I'd like to know more about this as well. My wife is diabetic and I'm pre-diabetic, therefore we've been eating low carb with occasional small portions of potatoes, pasta, etc.
I did read that potatoes may not remain "resistant starch" when reheated, and Inda here brings up heating methods and max reheating temps. So, more research may be needed. It doesn't seem like a priority in the food science field though...I mean, how could they sell you drugs if simply dong this could reduce blood sugar!?
Doing this doesn't hurt anything though, so might as well make it a habit. I'm trying to do it, using up all the carby stuff I have on hand...pasta, rice, etc..
If you have blood sugar monitors, you could always try an experiment like they story I told above. See what actually happens in your body.
There IS another alternative, at least for pasta. There are some really good LC pastas that really are very close to the real thing. Until I discovered them, I had gone to making my own LC pasta which was not bad, better than that nasty konjac
but not as good as these kinds
Problem is they can run $10-$20 a pound.

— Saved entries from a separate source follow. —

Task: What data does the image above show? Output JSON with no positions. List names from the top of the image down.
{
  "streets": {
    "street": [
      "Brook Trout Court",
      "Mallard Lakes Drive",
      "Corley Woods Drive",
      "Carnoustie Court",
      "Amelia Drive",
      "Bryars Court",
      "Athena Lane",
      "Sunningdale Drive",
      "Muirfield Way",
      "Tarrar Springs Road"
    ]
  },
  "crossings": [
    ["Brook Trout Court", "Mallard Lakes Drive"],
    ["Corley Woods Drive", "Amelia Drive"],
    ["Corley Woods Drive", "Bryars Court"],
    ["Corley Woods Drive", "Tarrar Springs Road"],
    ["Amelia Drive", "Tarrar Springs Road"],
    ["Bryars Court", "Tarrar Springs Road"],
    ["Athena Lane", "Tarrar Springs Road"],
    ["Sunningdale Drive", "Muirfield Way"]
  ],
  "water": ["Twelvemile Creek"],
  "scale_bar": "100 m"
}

You can buy a lot of protein for that!
There's an online shop called
Netrition I used to buy from. A lot of LC stuff to be had, some good some not so good but all of it expensive! I stopped buying when we went off LC...well, I have now put back on 10lbs in a year (Granted, its been a very tough year overall) after maintaining my weight well after LC for a few years; suddenly, last year, the great "swell up" happened so now we are making some different decisions trying to drop that weight again. May not be keto, but trying to make better food choices in the long run while eating through some of the stuff we already have to be rid of it.

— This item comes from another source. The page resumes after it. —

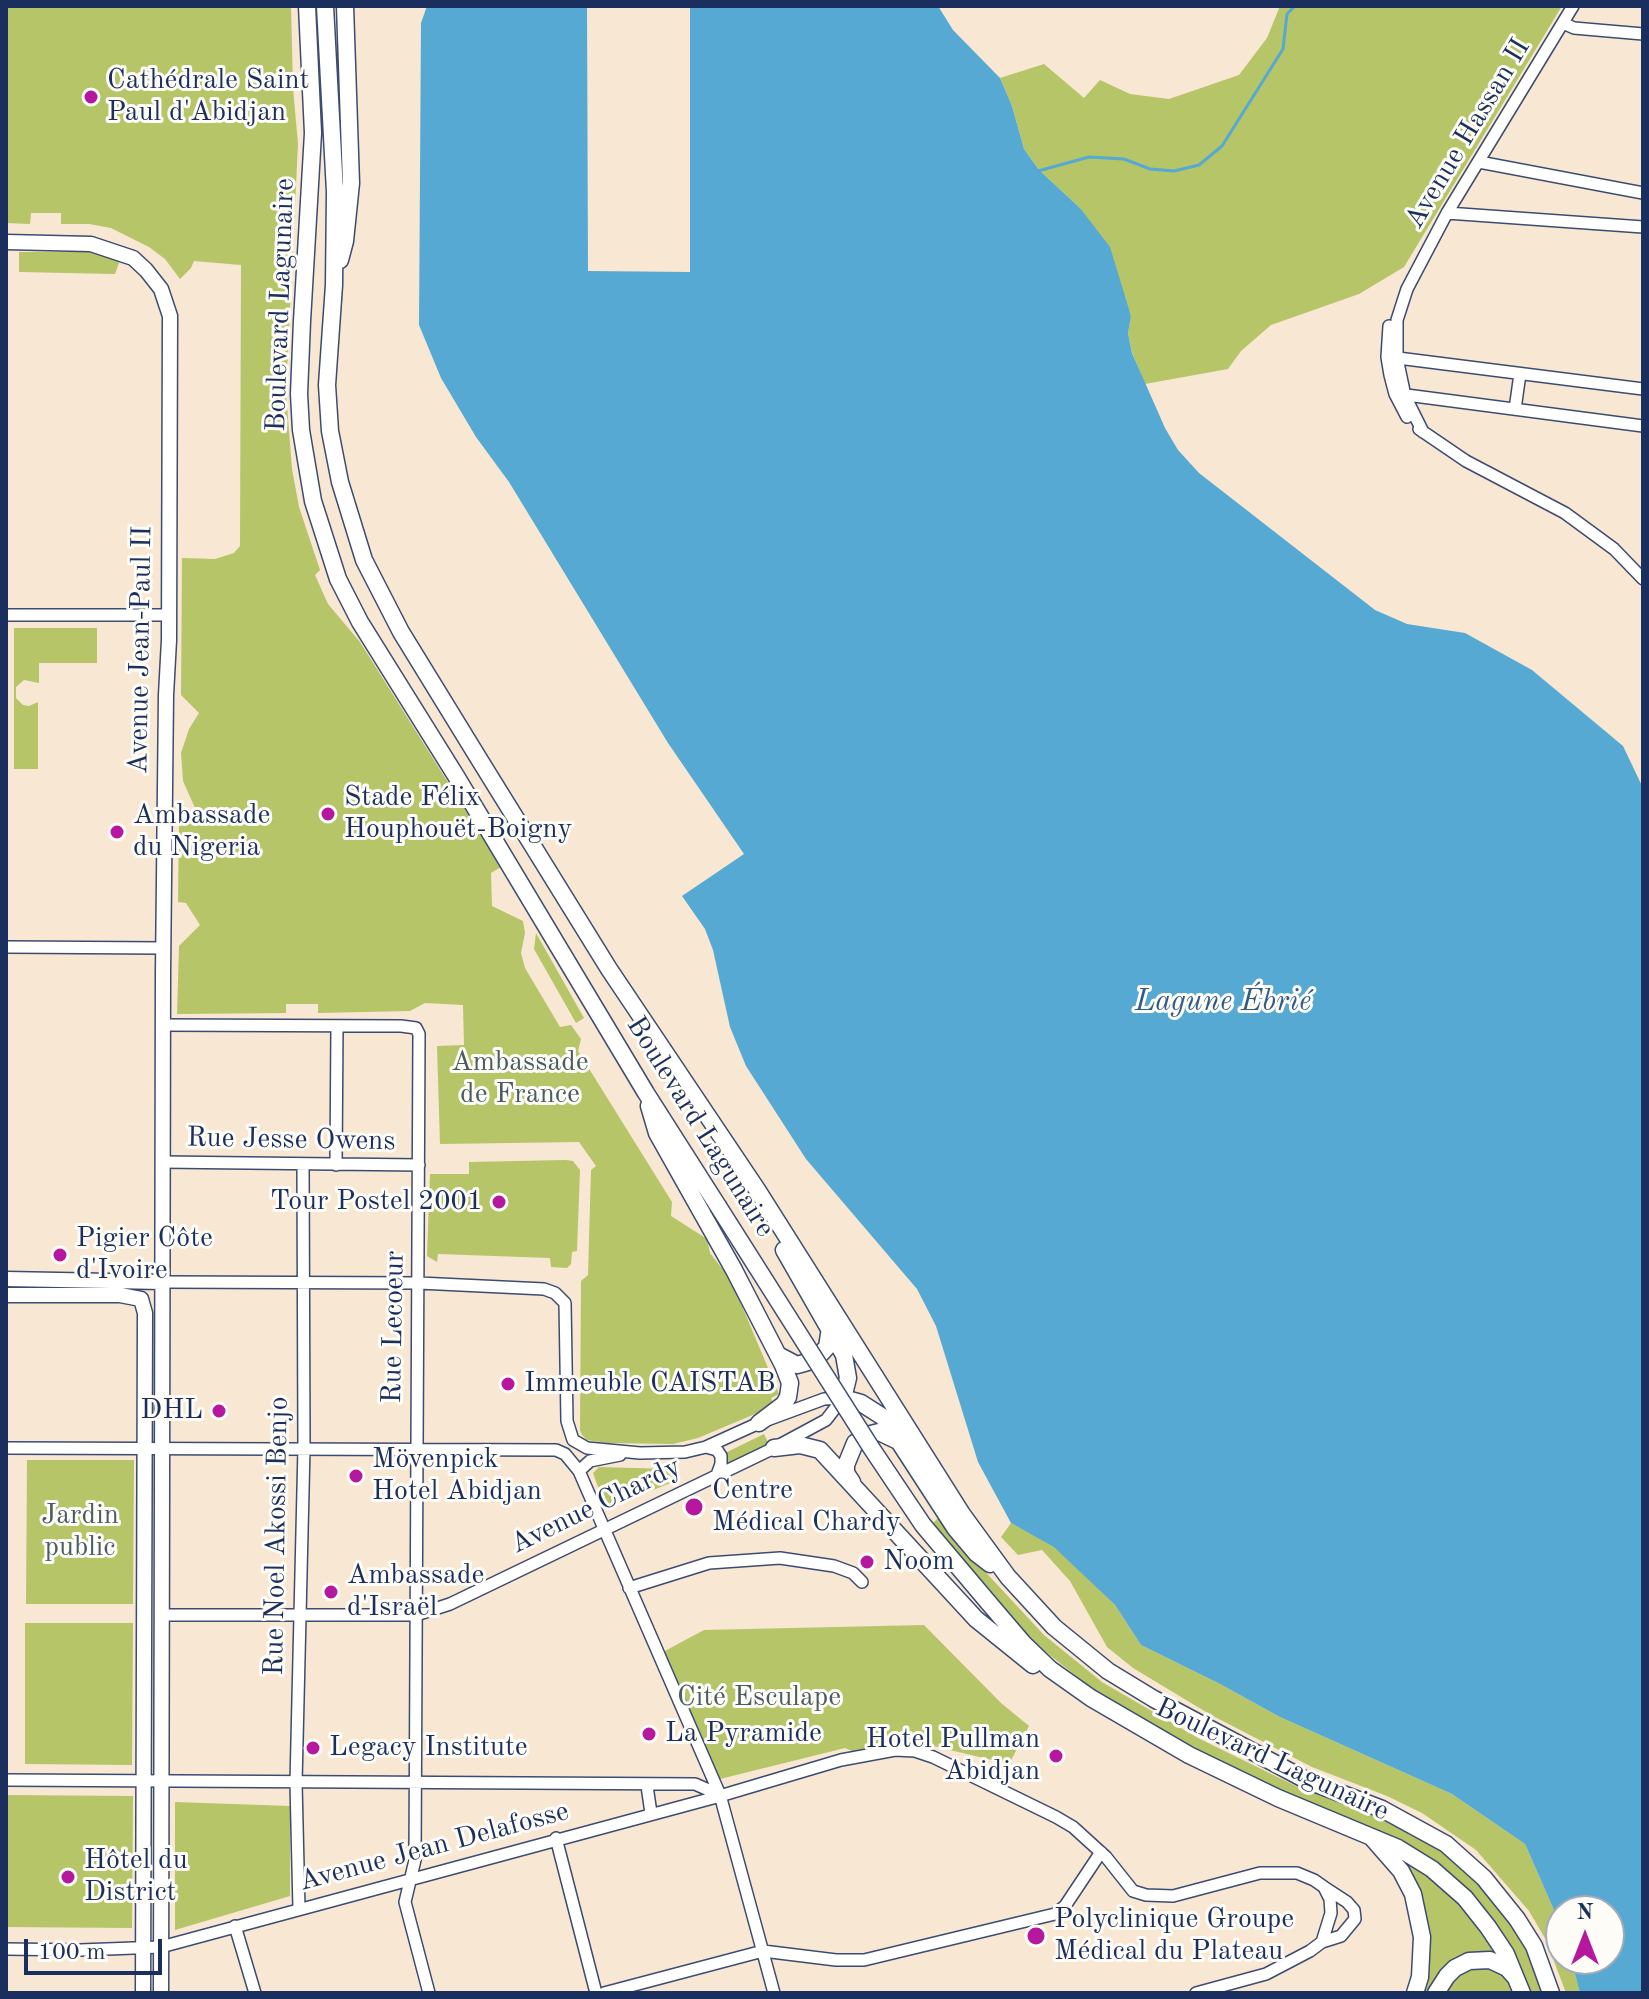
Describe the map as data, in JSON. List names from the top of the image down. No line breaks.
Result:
{"streets":{"highway":["Boulevard Lagunaire"],"main road":["Avenue Jean-Paul II"],"street":["Avenue Hassan II","Rue Jesse Owens","Rue Lecoeur","Avenue Chardy","Rue Noel Akossi Benjo","Avenue Jean Delafosse"]},"crossings":[["Avenue Jean-Paul II","Rue Jesse Owens"],["Avenue Jean-Paul II","Rue Lecoeur"],["Avenue Jean-Paul II","Avenue Chardy"],["Avenue Jean-Paul II","Avenue Jean Delafosse"],["Rue Jesse Owens","Rue Lecoeur"],["Rue Jesse Owens","Rue Noel Akossi Benjo"],["Rue Lecoeur","Avenue Chardy"],["Rue Lecoeur","Avenue Jean Delafosse"],["Avenue Chardy","Rue Noel Akossi Benjo"],["Rue Noel Akossi Benjo","Avenue Jean Delafosse"]],"water":["Lagune Ébrié"],"parks":["Ambassade de France","Jardin public","Cité Esculape"],"places":["Cathédrale Saint Paul d'Abidjan","Stade Félix Houphouët-Boigny","Ambassade du Nigeria","Tour Postel 2001","Pigier Côte d'Ivoire","Immeuble CAISTAB","DHL","Mövenpick Hotel Abidjan","Centre Médical Chardy","Noom","Ambassade d'Israël","La Pyramide","Legacy Institute","Hotel Pullman Abidjan","Hôtel du District","Polyclinique Groupe Médical du Plateau"],"scale_bar":"100 m","north":"top"}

There are decent LC breads out there too. Schmidt 4-6-7 not only makes the sliced bread but now, bagels, English muffins, hot dog buns, sandwich/hamburger buns and hoagie rolls, Problem is there is only one grocery store here that carries all of them (Giant Food) and those shelves are hit and miss, gotta buy it when you see it!

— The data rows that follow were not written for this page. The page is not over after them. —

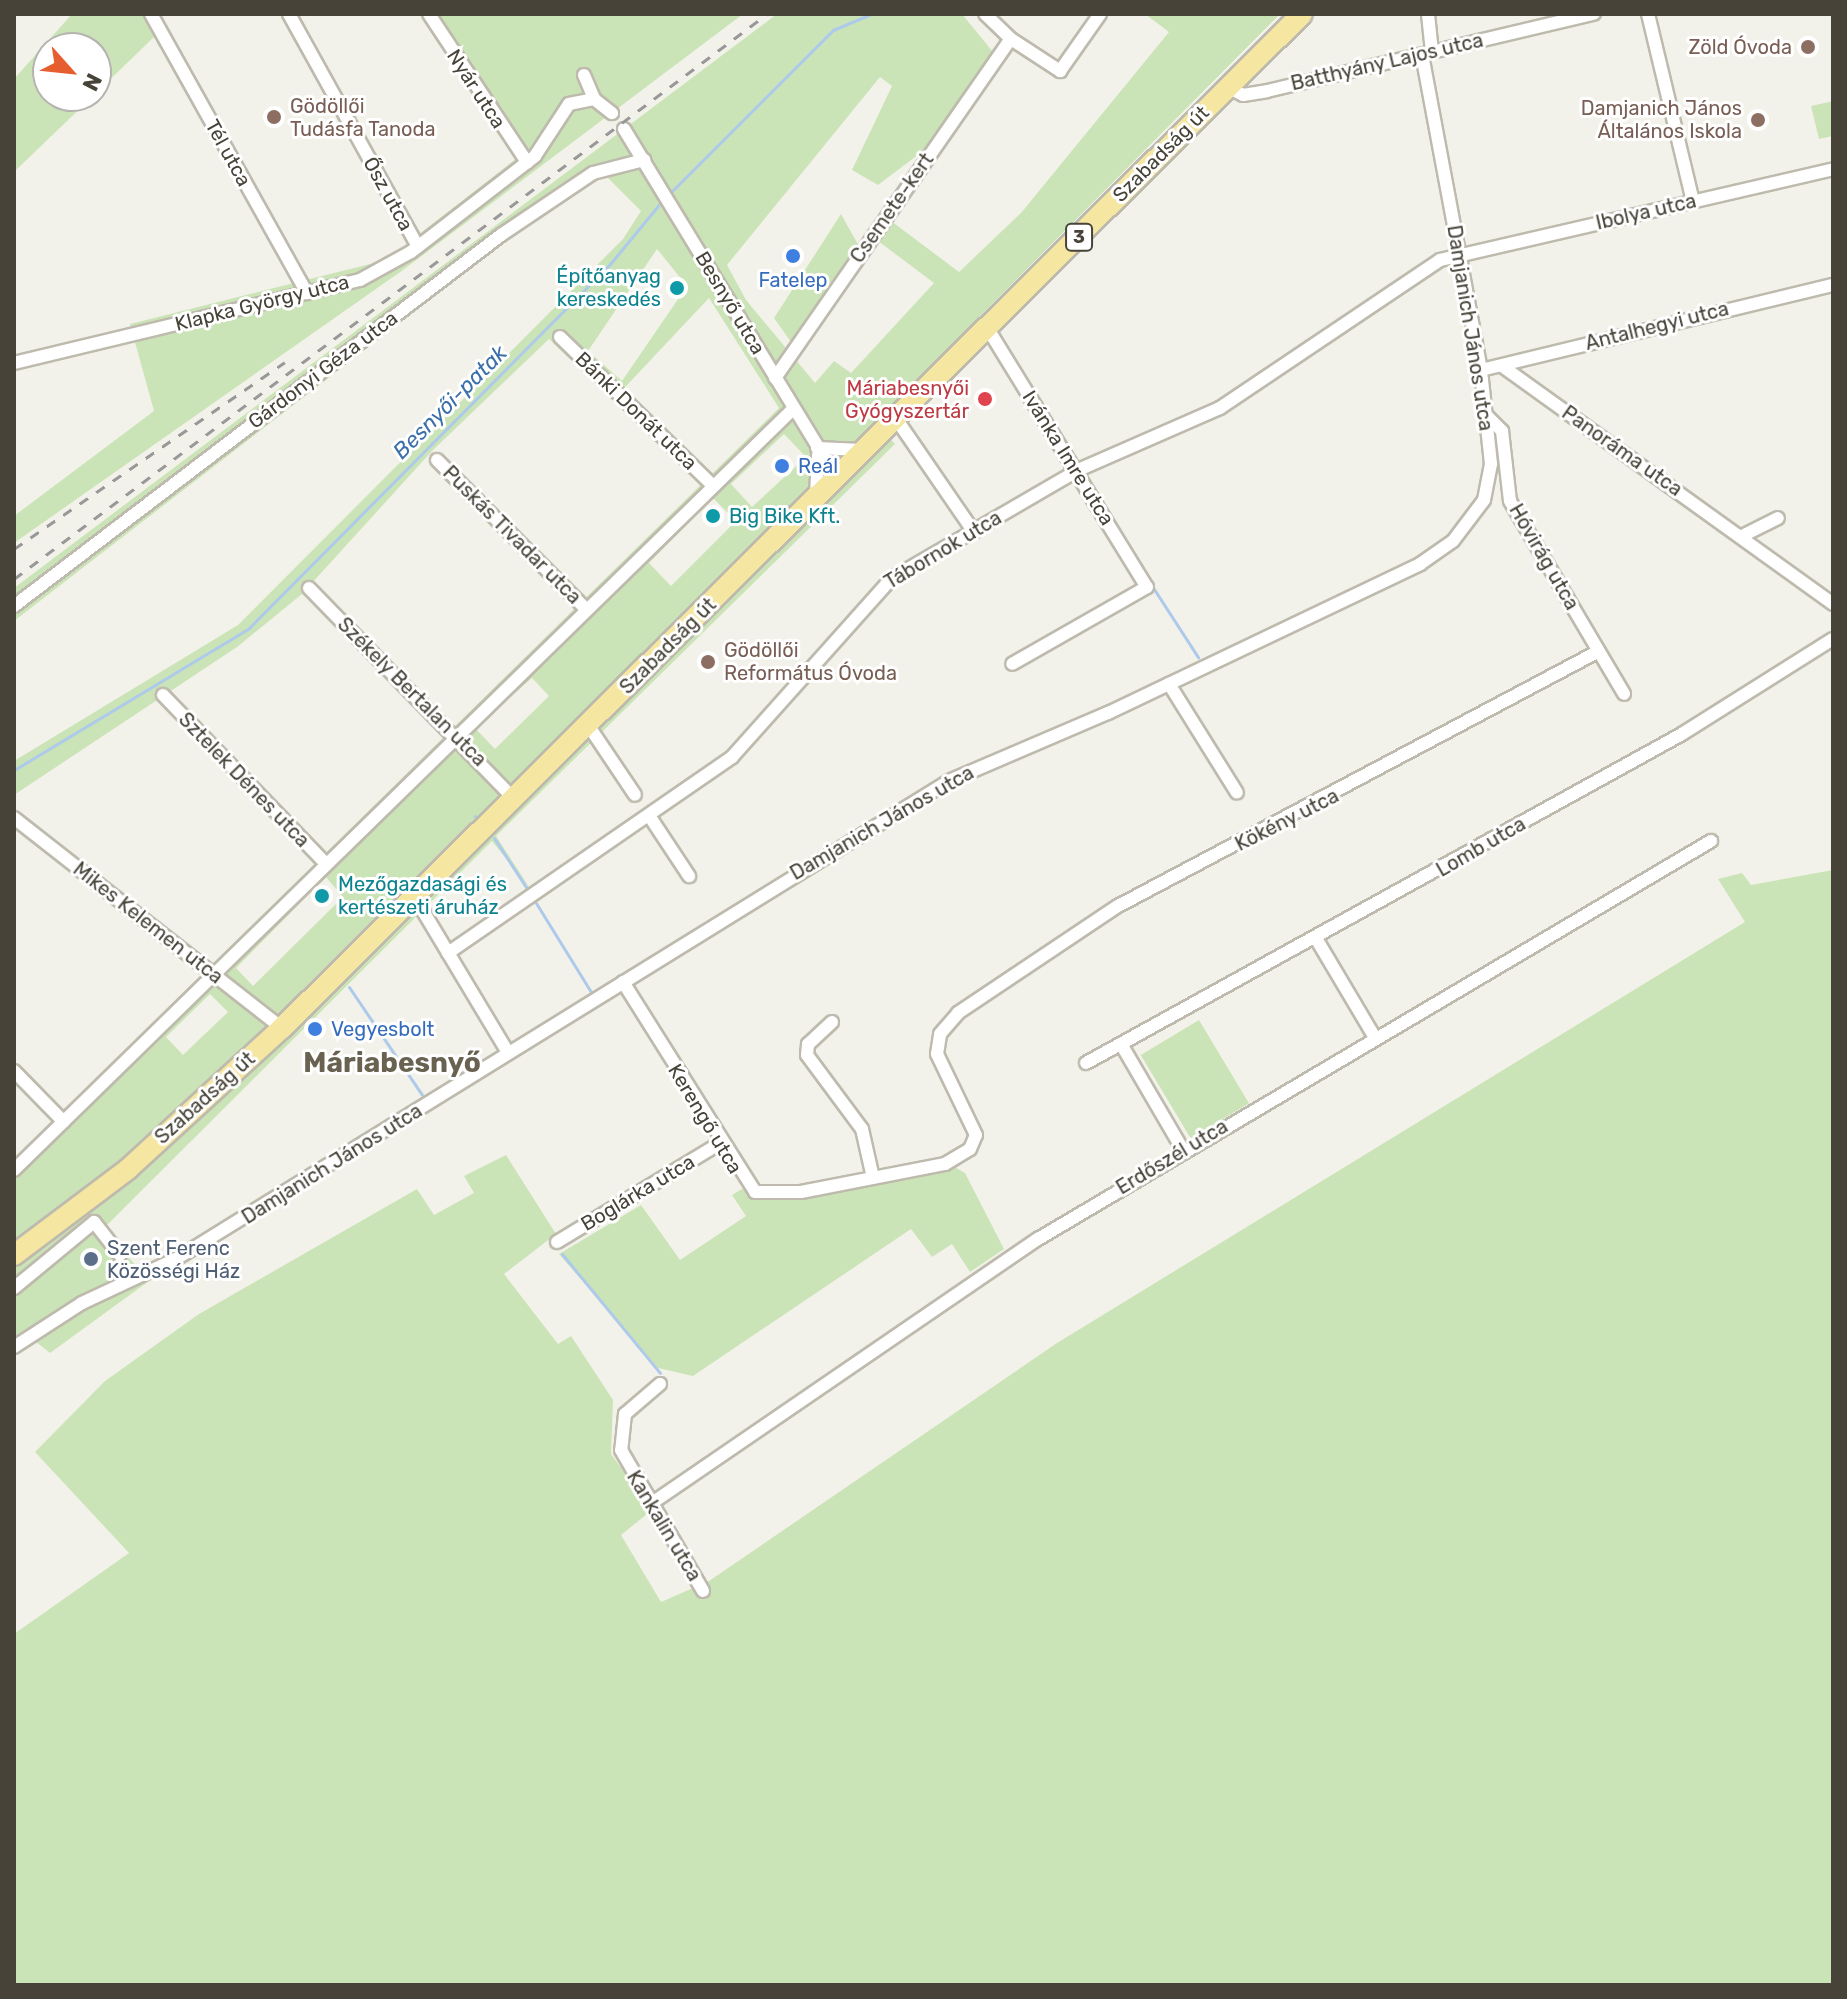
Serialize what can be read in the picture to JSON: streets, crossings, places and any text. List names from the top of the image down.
{
  "streets": {
    "main road": ["Szabadság út", "3"],
    "street": [
      "Batthyány Lajos utca",
      "Nyár utca",
      "Tél utca",
      "Ősz utca",
      "Csemete-kert",
      "Ibolya utca",
      "Klapka György utca",
      "Besnyő utca",
      "Antalhegyi utca",
      "Damjanich János utca",
      "Gárdonyi Géza utca",
      "Bánki Donát utca",
      "Panoráma utca",
      "Ivánka Imre utca",
      "Puskás Tivadar utca",
      "Tábornok utca",
      "Hóvirág utca",
      "Székely Bertalan utca",
      "Sztelek Dénes utca",
      "Kökény utca",
      "Lomb utca",
      "Mikes Kelemen utca",
      "Kerengő utca",
      "Erdőszél utca",
      "Boglárka utca",
      "Kankalin utca"
    ]
  },
  "crossings": [
    ["Batthyány Lajos utca", "Szabadság út"],
    ["Batthyány Lajos utca", "Damjanich János utca"],
    ["Nyár utca", "Klapka György utca"],
    ["Tél utca", "Klapka György utca"],
    ["Szabadság út", "Besnyő utca"],
    ["Szabadság út", "Ivánka Imre utca"],
    ["Szabadság út", "Székely Bertalan utca"],
    ["Szabadság út", "Mikes Kelemen utca"],
    ["Ősz utca", "Klapka György utca"],
    ["Csemete-kert", "Besnyő utca"],
    ["Ibolya utca", "Damjanich János utca"],
    ["Ibolya utca", "Tábornok utca"],
    ["Besnyő utca", "Gárdonyi Géza utca"],
    ["Antalhegyi utca", "Damjanich János utca"],
    ["Antalhegyi utca", "Panoráma utca"],
    ["Damjanich János utca", "Tábornok utca"],
    ["Damjanich János utca", "Hóvirág utca"],
    ["Damjanich János utca", "Kerengő utca"],
    ["Ivánka Imre utca", "Tábornok utca"],
    ["Hóvirág utca", "Kökény utca"],
    ["Kökény utca", "Kerengő utca"],
    ["Kerengő utca", "Boglárka utca"],
    ["Erdőszél utca", "Kankalin utca"]
  ],
  "districts": ["Máriabesnyő"],
  "water": ["Besnyői-patak"],
  "places": [
    "Zöld Óvoda",
    "Gödöllői Tudásfa Tanoda",
    "Damjanich János Általános Iskola",
    "Fatelep",
    "Építőanyag kereskedés",
    "Máriabesnyői Gyógyszertár",
    "Reál",
    "Big Bike Kft.",
    "Gödöllői Református Óvoda",
    "Mezőgazdasági és kertészeti áruház",
    "Vegyesbolt",
    "Szent Ferenc Közösségi Ház"
  ],
  "north": "bottom right"
}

I have taken a new stance a few years ago....there is no food you can cook at home that comes anywhere near as harmful to you as what you get in a restaurant. I think someone should sue the fast food industry...because there is no food in that garbage they sell. Every restaurant I have been roped into going to the last couple of years is all cooked by chef Mike-row-wave. processed food, reheated and served as fresh. Unless you go to a place where you see the food cooked-I'll bet it came out of a box.
My next beef is with the school system. What the hell happened to feeding your kid breakfast before they go to school? No offence to Mrs Obama, but really. A teenager cannot function on an 80 calorie yogurt cup and an apple.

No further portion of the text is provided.